## Input data
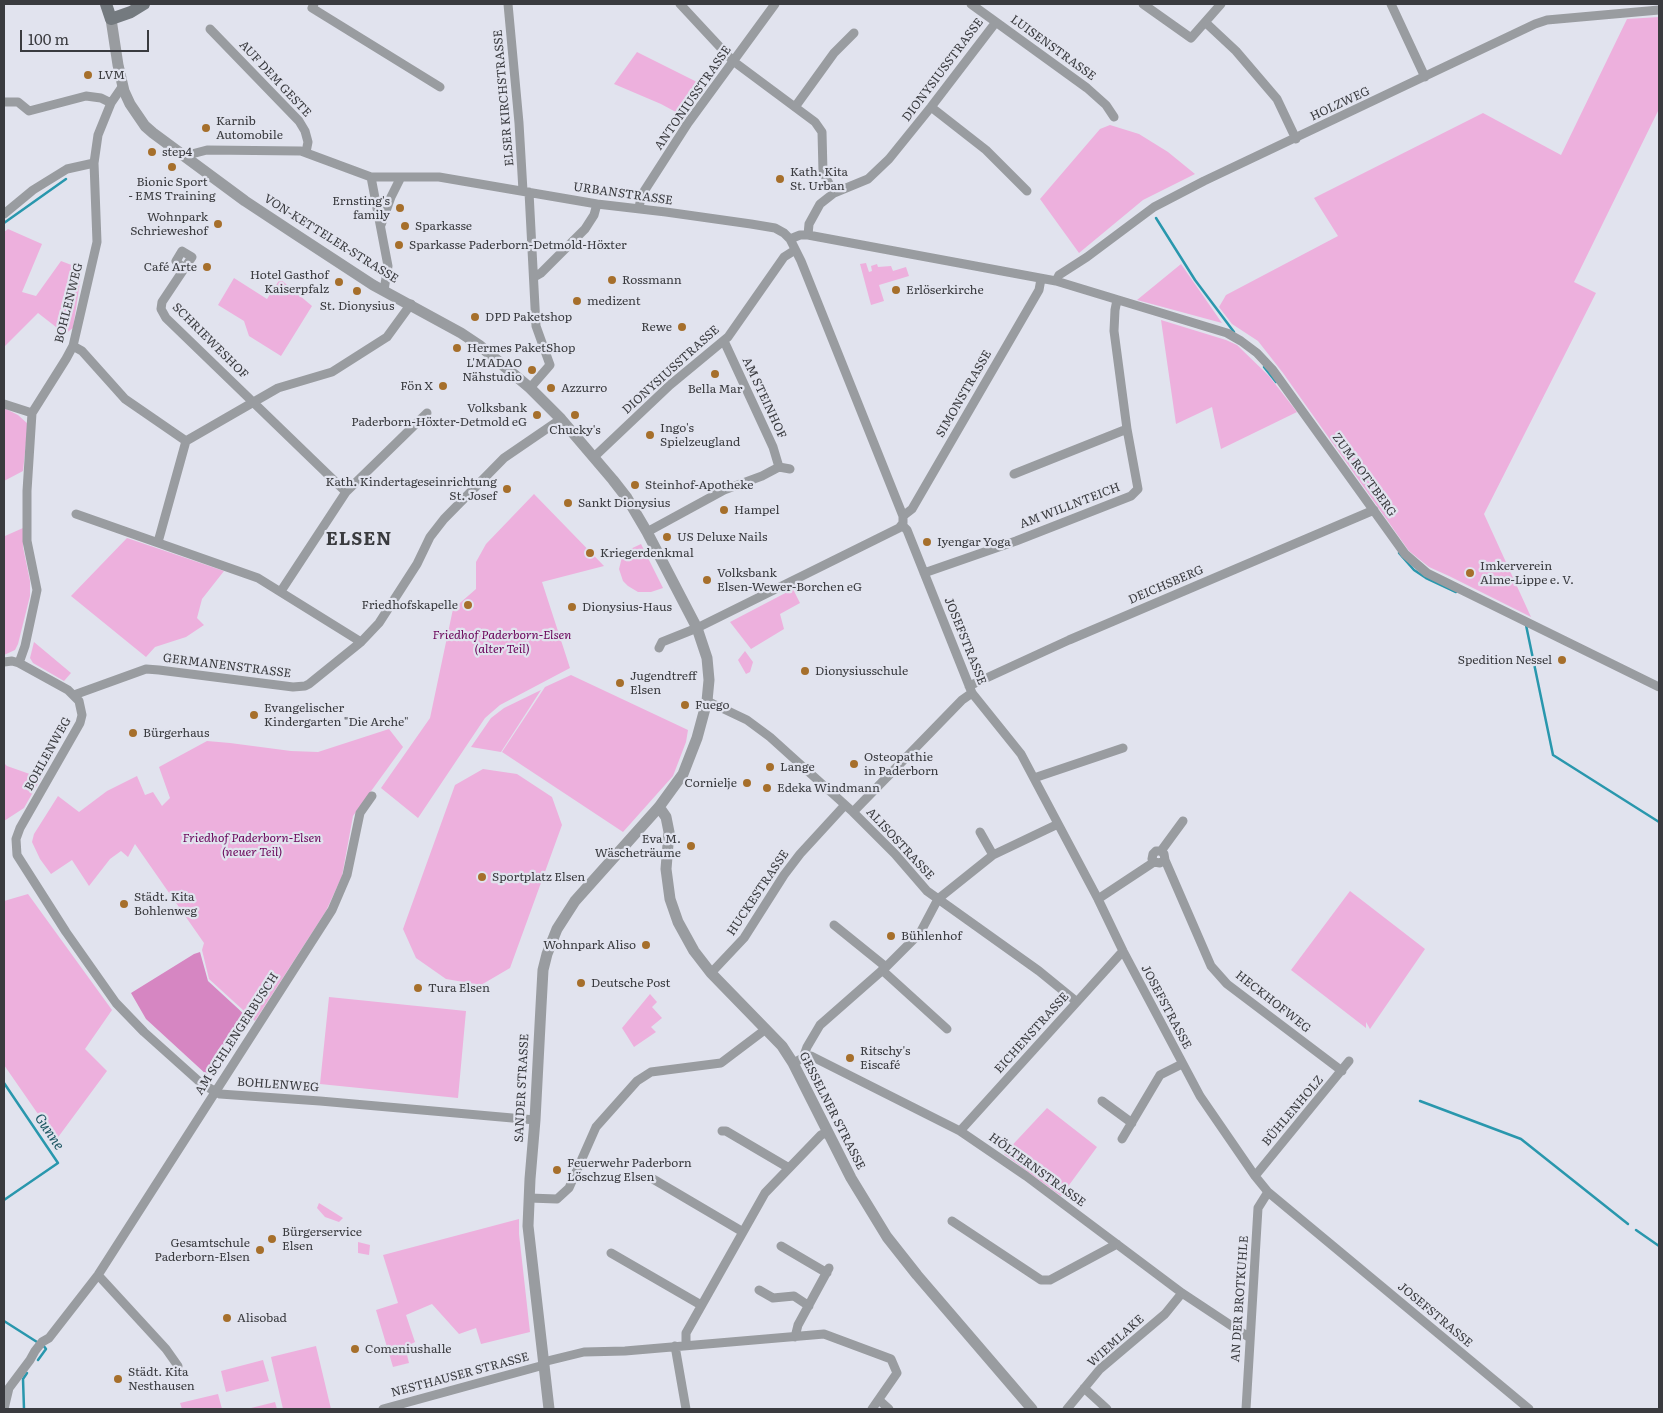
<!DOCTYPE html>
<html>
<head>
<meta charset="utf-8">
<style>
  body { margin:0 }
  #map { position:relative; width:1663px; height:1413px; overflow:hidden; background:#e1e3ee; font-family:Literata,serif }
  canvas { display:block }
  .frame { position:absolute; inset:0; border:5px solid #3a3b3f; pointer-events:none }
  .scale { position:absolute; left:20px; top:30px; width:129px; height:22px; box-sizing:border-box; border:2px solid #3a3b3f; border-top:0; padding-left:6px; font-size:15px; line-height:18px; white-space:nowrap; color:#3a3b3f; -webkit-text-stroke:4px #e1e3ee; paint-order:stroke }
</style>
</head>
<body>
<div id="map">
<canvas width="1663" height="1413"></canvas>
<div class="frame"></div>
<div class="scale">100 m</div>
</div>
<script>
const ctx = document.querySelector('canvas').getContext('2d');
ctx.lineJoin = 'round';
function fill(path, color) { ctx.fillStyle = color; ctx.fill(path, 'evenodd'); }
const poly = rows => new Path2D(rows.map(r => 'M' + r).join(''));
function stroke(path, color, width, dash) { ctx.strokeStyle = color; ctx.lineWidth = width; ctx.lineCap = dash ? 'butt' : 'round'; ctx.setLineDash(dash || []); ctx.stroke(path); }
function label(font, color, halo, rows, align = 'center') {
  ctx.font = font + ' Literata,serif'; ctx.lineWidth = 4.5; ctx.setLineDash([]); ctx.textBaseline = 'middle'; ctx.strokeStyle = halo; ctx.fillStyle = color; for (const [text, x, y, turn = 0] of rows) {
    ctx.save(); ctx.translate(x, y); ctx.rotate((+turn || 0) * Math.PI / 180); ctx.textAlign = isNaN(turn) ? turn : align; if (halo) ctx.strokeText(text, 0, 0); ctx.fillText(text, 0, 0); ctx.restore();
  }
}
const green = poly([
  [1659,17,1659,109,1574,282,1596,293,1484,514,1531,617,1449,576,1429,567,1409,551,1283,373,1258,341,1232,324,1219,307,1226,295,1338,236,1314,198,1483,113,1561,155,1627,19],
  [637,52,705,86,685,117,661,104,614,84],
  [1110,125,1139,134,1168,152,1195,174,1143,200,1079,253,1040,199,1100,129],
  [8,229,42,244,22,292,36,296,61,261,82,269,73,328,65,334,38,313,4,347,4,232],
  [866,263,869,272,872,271,871,266,877,264,878,267,891,266,893,271,906,267,909,276,879,285,884,301,871,305,860,264],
  [1181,264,1222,323,1137,300],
  [234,278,267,299,280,279,312,306,281,356,249,336,244,321,218,305],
  [1161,320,1226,340,1237,345,1269,376,1297,412,1221,449,1212,407,1176,424],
  [4,408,18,415,28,424,23,471,4,481],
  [534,494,604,566,542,582,570,668,500,705,485,718,418,818,381,788,430,718,453,609,476,589,476,562,486,544],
  [23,528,23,547,30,581,30,596,18,644,15,650,4,655,4,535,5,536],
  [127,538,224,571,202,599,197,618,204,625,186,637,155,647,146,657,71,596],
  [641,544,663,588,651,592,638,592,628,586,623,581,619,569,622,557,626,551],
  [793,589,800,603,780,614,784,629,751,649,730,622],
  [34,642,71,673,64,681,33,663,30,658],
  [745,651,753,662,750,672,746,674,738,660],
  [571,675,688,730,686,742,673,776,623,832,502,752,545,687],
  [541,690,501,752,471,747,491,718,504,708],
  [389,729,403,747,353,816,342,876,326,911,255,1021,209,979,202,950,204,943,135,844,128,857,121,851,110,859,89,886,72,860,51,874,40,859,32,842,34,834,58,796,79,812,107,791,137,776,145,795,153,792,162,806,170,798,159,767,207,741,230,743,291,751,318,752],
  [4,763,7,766,41,778,24,808,4,821],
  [483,769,517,774,552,797,562,825,510,968,481,985,446,979,416,958,403,929,455,785],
  [1350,891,1425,949,1370,1029,1366,1022,1366,1028,1291,970],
  [28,894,112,1010,85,1049,107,1071,56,1140,4,1065,4,901],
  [650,994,657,1002,652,1007,662,1018,651,1027,656,1032,634,1047,622,1028],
  [329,997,466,1011,458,1098,320,1084],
  [1047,1108,1097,1147,1061,1196,1004,1154],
  [319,1203,343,1218,339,1222,325,1217,317,1208],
  [519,1219,519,1234,530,1332,481,1344,476,1328,459,1334,432,1304,406,1315,415,1342,405,1347,409,1363,393,1367,376,1310,398,1303,383,1255],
  [358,1242,370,1245,369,1255,358,1253],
  [316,1346,331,1409,283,1409,271,1357],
  [263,1360,269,1381,226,1392,221,1371],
  [218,1394,222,1409,182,1409,180,1403],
  [275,1402,277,1409,247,1409]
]);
const forest = poly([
  [200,952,208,981,245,1015,207,1075,146,1019,131,993,194,954]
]);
const stream = poly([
  [1156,218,1195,280,1234,332],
  [4,223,66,179],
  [1264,367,1276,382],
  [1399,553,1414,570,1426,578,1456,592],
  [1526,625,1553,755,1659,822],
  [4,1083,58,1163,4,1200],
  [1420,1101,1521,1139,1628,1224],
  [1636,1230,1659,1246],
  [4,1321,37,1342],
  [38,1360,46,1349,43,1345],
  [24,1409,23,1379,27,1373]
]);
const minor = poly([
  [314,4,312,8,440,87],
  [508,4,519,123,523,191],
  [680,4,733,61,815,122,822,132,823,172,834,193],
  [971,4,1087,88,1106,105,1114,117],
  [1143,4,1191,38,1221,4],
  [1391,4,1425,77],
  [1205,22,1236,51,1277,99,1296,139],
  [210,29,299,121,305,131,308,142,306,152],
  [4,102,18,102,29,111,86,96,101,98,111,103],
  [795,107,834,53,854,33],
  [931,107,986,150,1027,191],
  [184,156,207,150,301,151,371,177,439,177,597,204,666,212,751,224,775,228,784,233,790,239,801,261,903,516,903,523,899,528,697,628,662,642,659,648],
  [371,177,388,266,384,290],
  [529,192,536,326,550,365,530,388],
  [639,209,641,196,688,123,775,4],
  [4,214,33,190,67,169,94,163],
  [381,225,391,197,401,177],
  [808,235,809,224,820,204,834,193,868,179,889,159,931,107,996,22],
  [790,239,800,235,808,235,1056,281,1227,333,1241,341,1257,353,1272,369,1405,554,1427,573,1659,687],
  [184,269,176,261,182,251,192,257,162,302,161,309,166,318,346,492],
  [534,277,541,273,585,229,594,215,597,204],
  [1056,281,1059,275,1087,257,1154,207,1204,181,1535,24,1547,20,1659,10],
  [724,341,773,447,779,467],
  [73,346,82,351,125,399,186,441,278,388,332,372,387,337,411,304],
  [4,404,32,413],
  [594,457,670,385,728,337,784,257,795,250],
  [1014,474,1127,429],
  [76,514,258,578,361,642],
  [903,516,912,509,1039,290,1041,279],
  [902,525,907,530,972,693,1021,754,1098,899,1123,951,1200,1096,1255,1176,1268,1192,1529,1409],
  [647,532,724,490,762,476,779,467,790,469],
  [158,542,186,441],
  [924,573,1016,541,1131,496,1138,489,1127,429,1114,331,1115,310,1117,300],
  [281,591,346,492,427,413],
  [4,662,12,661,19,663,68,690,79,701,82,715,80,723,20,828,16,839,17,855,66,932,116,1003,144,1032,202,1084,220,1094,320,1101,535,1120],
  [19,663,25,646,37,590,27,541,27,491,32,413,66,359,73,346,97,242,94,163,98,135,111,103,122,87],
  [969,686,1069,640,1374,510],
  [74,695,146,669,159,670,293,687,305,686,309,684,361,642,379,623,417,564,430,537,444,519,504,458,561,419],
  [707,701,747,720,770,737,853,812,895,854,927,891,1039,971,1077,1002],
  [1034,778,1123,748],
  [853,812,962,700,972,693],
  [980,832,993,855],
  [1161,851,1183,821],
  [1165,860,1211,966,1227,984,1342,1071],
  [1098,899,1154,862,1160,863,1165,860,1164,854,1161,851,1156,851,1153,854,1152,859,1154,862],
  [834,925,886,967],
  [882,970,947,1029],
  [711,973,744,938,784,875,800,854,845,805],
  [803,1058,807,1047,820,1025,886,967,920,933,938,899,993,855,1058,824],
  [793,1063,803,1058,811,1056,960,1131,1026,1176,1182,1293,1250,1338],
  [1102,1101,1132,1123],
  [722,1131,726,1131,789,1168],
  [960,1131,1123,951],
  [1122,1139,1160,1075,1182,1064],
  [1255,1176,1349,1061],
  [653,1179,743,1232],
  [529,1198,557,1199,569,1188,596,1127,637,1081,651,1072,721,1063,766,1029],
  [952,1221,1041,1280,1050,1280,1117,1244],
  [781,1246,827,1273],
  [611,1253,701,1305],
  [98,1275,166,1349,178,1366],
  [759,1290,773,1298,794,1296,809,1306],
  [795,1337,798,1325,829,1268],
  [686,1345,686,1333,765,1193,821,1135,828,1132],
  [675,1346,686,1409],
  [543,1362,584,1352,625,1351,824,1334,891,1359,897,1373,872,1409],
  [1084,1388,1107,1409],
  [879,1400,889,1409],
  [4,1409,9,1388,30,1360,35,1351,42,1342,49,1338,98,1275,332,910,347,875,360,813,372,796],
  [383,1409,544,1365],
  [1067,1409,1100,1369,1165,1314,1182,1293],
  [1246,1409,1258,1208,1268,1192]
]);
const tertiary = poly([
  [111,19,118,65,124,91,130,104,145,126,153,133,245,201,295,234,373,285,461,333,479,345,530,388,561,419,613,480,627,498,647,532,697,628,707,658,709,680,707,701,697,738,683,774,659,807,575,901,557,929,547,954,543,970,541,1006,535,1120,530,1179,528,1226,549,1409],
  [659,807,666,817,669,832,666,869,670,899,678,922,694,951,711,973,782,1046,793,1063,851,1178,887,1237,917,1275,1032,1409]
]);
const secondary = poly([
  [106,4,111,19,131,12,144,4]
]);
const markers = [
  [88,75,5,"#a66f2b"],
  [206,128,5,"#a66f2b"],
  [152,152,5,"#a66f2b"],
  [172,167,5,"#a66f2b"],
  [780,179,5,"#a66f2b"],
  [400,208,5,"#a66f2b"],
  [218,224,5,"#a66f2b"],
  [405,226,5,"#a66f2b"],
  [399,245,5,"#a66f2b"],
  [207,267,5,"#a66f2b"],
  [612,280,5,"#a66f2b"],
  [339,282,5,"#a66f2b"],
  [896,290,5,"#a66f2b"],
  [357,291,5,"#a66f2b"],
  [577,301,5,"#a66f2b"],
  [475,317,5,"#a66f2b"],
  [682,327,5,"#a66f2b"],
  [457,348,5,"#a66f2b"],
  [532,370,5,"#a66f2b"],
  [715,374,5,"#a66f2b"],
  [443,386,5,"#a66f2b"],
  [551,388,5,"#a66f2b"],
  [537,415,5,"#a66f2b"],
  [575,415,5,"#a66f2b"],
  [650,435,5,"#a66f2b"],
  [635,485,5,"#a66f2b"],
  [507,489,5,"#a66f2b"],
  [568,503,5,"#a66f2b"],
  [724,510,5,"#a66f2b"],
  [667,537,5,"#a66f2b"],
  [927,542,5,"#a66f2b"],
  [590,553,5,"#a66f2b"],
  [1470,573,5,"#a66f2b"],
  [707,580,5,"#a66f2b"],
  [468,605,5,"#a66f2b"],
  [572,607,5,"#a66f2b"],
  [1562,660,5,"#a66f2b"],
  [805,671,5,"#a66f2b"],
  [620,683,5,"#a66f2b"],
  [685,705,5,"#a66f2b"],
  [254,715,5,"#a66f2b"],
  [133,733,5,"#a66f2b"],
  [854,764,5,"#a66f2b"],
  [770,767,5,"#a66f2b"],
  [747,783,5,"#a66f2b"],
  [767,788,5,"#a66f2b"],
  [691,846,5,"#a66f2b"],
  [482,877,5,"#a66f2b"],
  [124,904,5,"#a66f2b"],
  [891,936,5,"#a66f2b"],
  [646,945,5,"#a66f2b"],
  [581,983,5,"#a66f2b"],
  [418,988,5,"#a66f2b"],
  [850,1058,5,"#a66f2b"],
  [557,1170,5,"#a66f2b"],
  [272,1239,5,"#a66f2b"],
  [260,1250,5,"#a66f2b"],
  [227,1318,5,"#a66f2b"],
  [355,1349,5,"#a66f2b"],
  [118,1379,5,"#a66f2b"]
];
const streetNames = [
  ["LUISENSTRASSE",1053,48,36],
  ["DIONYSIUSSTRASSE",943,70,-53],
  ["AUF DEM GESTE",275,79,47],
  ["ELSER KIRCHSTRASSE",504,98,-95],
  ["ANTONIUSSTRASSE",693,98,-55],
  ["HOLZWEG",1340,104,-25],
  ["URBANSTRASSE",623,194,8],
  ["VON-KETTELER-STRASSE",331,239,32],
  ["BOHLENWEG",69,303,-76],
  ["SCHRIEWESHOF",210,341,45],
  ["DIONYSIUSSTRASSE",671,370,-42],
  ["SIMONSTRASSE",964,394,-60],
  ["AM STEINHOF",764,398,65],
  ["ZUM ROTTBERG",1364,475,54],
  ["AM WILLNTEICH",1070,506,-21],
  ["DEICHSBERG",1166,585,-23],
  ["JOSEFSTRASSE",965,641,68],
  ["GERMANENSTRASSE",227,666,7],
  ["BOHLENWEG",48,754,-61],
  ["ALISOSTRASSE",900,844,47],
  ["HUCKESTRASSE",758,893,-56],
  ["HECKHOFWEG",1273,1002,38],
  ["JOSEFSTRASSE",1166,1007,62],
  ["EICHENSTRASSE",1032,1033,-48],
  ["AM SCHLENGERBUSCH",237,1034,-57],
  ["BOHLENWEG",278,1085,4],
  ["SANDER STRASSE",522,1088,-87],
  ["GESSELNER STRASSE",832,1111,63],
  ["BÜHLENHOLZ",1293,1111,-50],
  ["HÖLTERNSTRASSE",1037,1170,36],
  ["AN DER BROTKUHLE",1240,1299,-86],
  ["JOSEFSTRASSE",1435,1315,40],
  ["WIEMLAKE",1116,1341,-42],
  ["NESTHAUSER STRASSE",460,1375,-15]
];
const poiNames = [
  ["LVM",98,75],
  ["Karnib",216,121],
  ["Automobile",216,135],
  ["step4",162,152],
  ["Kath. Kita",790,172],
  ["St. Urban",790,186],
  ["Bionic Sport",172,182,"center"],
  ["- EMS Training",172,196,"center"],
  ["Ernsting's",390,201,"right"],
  ["family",390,215,"right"],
  ["Wohnpark",208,217,"right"],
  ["Schrieweshof",208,231,"right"],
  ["Sparkasse",415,226],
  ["Sparkasse Paderborn-Detmold-Höxter",409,245],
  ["Café Arte",197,267,"right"],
  ["Hotel Gasthof",329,275,"right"],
  ["Kaiserpfalz",329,289,"right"],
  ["Rossmann",622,280],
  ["Erlöserkirche",906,290],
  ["medizent",587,301],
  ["St. Dionysius",357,306,"center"],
  ["DPD Paketshop",485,317],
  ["Rewe",672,327,"right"],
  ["Hermes PaketShop",467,348],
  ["L'MADAO",522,363,"right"],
  ["Nähstudio",522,377,"right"],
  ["Fön X",433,386,"right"],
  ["Azzurro",561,388],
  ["Bella Mar",715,389,"center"],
  ["Volksbank",527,408,"right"],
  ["Paderborn-Höxter-Detmold eG",527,422,"right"],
  ["Ingo's",660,428],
  ["Spielzeugland",660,442],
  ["Chucky's",575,430,"center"],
  ["Kath. Kindertageseinrichtung",497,482,"right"],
  ["St. Josef",497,496,"right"],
  ["Steinhof-Apotheke",645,485],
  ["Sankt Dionysius",578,503],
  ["Hampel",734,510],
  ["US Deluxe Nails",677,537],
  ["Iyengar Yoga",937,542],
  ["Kriegerdenkmal",600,553],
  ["Imkerverein",1480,566],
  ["Alme-Lippe e. V.",1480,580],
  ["Volksbank",717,573],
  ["Elsen-Wewer-Borchen eG",717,587],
  ["Friedhofskapelle",458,605,"right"],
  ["Dionysius-Haus",582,607],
  ["Spedition Nessel",1552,660,"right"],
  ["Dionysiusschule",815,671],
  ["Jugendtreff",630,676],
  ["Elsen",630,690],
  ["Fuego",695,705],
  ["Evangelischer",264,708],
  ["Kindergarten \"Die Arche\"",264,722],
  ["Bürgerhaus",143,733],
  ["Osteopathie",864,757],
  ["in Paderborn",864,771],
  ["Lange",780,767],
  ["Cornielje",737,783,"right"],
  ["Edeka Windmann",777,788],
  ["Eva M.",681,839,"right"],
  ["Wäscheträume",681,853,"right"],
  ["Sportplatz Elsen",492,877],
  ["Städt. Kita",134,897],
  ["Bohlenweg",134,911],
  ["Bühlenhof",901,936],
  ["Wohnpark Aliso",636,945,"right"],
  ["Deutsche Post",591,983],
  ["Tura Elsen",428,988],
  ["Ritschy's",860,1051],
  ["Eiscafé",860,1065],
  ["Feuerwehr Paderborn",567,1163],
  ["Löschzug Elsen",567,1177],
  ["Bürgerservice",282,1232],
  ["Elsen",282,1246],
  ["Gesamtschule",250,1243,"right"],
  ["Paderborn-Elsen",250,1257,"right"],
  ["Alisobad",237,1318],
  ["Comeniushalle",365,1349],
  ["Städt. Kita",128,1372],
  ["Nesthausen",128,1386]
];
const parkNames = [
  ["Friedhof Paderborn-Elsen",502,635],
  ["(alter Teil)",502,649],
  ["Friedhof Paderborn-Elsen",252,838],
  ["(neuer Teil)",252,852]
];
const waterNames = [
  ["Gunne",49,1132,56]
];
const districtNames = [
  ["ELSEN",359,540]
];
fill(green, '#edb0dd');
fill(forest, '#d686c2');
stroke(stream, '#2997ad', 2.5);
stroke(minor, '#999ca0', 9);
stroke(tertiary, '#999ca0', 11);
stroke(secondary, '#747a7f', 12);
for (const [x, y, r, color] of markers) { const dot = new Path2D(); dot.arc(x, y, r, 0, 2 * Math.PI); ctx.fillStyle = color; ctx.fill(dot); stroke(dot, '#e1e3ee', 2); }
label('12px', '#3a3b3f', '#e1e3ee', streetNames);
label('12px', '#3a3b3f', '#e1e3ee', poiNames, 'left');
label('italic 12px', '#690459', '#e1e3ee', parkNames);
label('italic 14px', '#1b5561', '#e1e3ee', waterNames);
ctx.letterSpacing = '1px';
label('bold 18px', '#3a3b3f', '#e1e3ee', districtNames);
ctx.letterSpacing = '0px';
</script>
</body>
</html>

## Exercise details
Please return, exactly as written, the lines from the first line of the records above through the line containing "ctx.font = font", both included, leaving out any pictures.

## Response
<!DOCTYPE html>
<html>
<head>
<meta charset="utf-8">
<style>
  body { margin:0 }
  #map { position:relative; width:1663px; height:1413px; overflow:hidden; background:#e1e3ee; font-family:Literata,serif }
  canvas { display:block }
  .frame { position:absolute; inset:0; border:5px solid #3a3b3f; pointer-events:none }
  .scale { position:absolute; left:20px; top:30px; width:129px; height:22px; box-sizing:border-box; border:2px solid #3a3b3f; border-top:0; padding-left:6px; font-size:15px; line-height:18px; white-space:nowrap; color:#3a3b3f; -webkit-text-stroke:4px #e1e3ee; paint-order:stroke }
</style>
</head>
<body>
<div id="map">
<canvas width="1663" height="1413"></canvas>
<div class="frame"></div>
<div class="scale">100 m</div>
</div>
<script>
const ctx = document.querySelector('canvas').getContext('2d');
ctx.lineJoin = 'round';
function fill(path, color) { ctx.fillStyle = color; ctx.fill(path, 'evenodd'); }
const poly = rows => new Path2D(rows.map(r => 'M' + r).join(''));
function stroke(path, color, width, dash) { ctx.strokeStyle = color; ctx.lineWidth = width; ctx.lineCap = dash ? 'butt' : 'round'; ctx.setLineDash(dash || []); ctx.stroke(path); }
function label(font, color, halo, rows, align = 'center') {
  ctx.font = font + ' Literata,serif'; ctx.lineWidth = 4.5; ctx.setLineDash([]); ctx.textBaseline = 'middle'; ctx.strokeStyle = halo; ctx.fillStyle = color; for (const [text, x, y, turn = 0] of rows) {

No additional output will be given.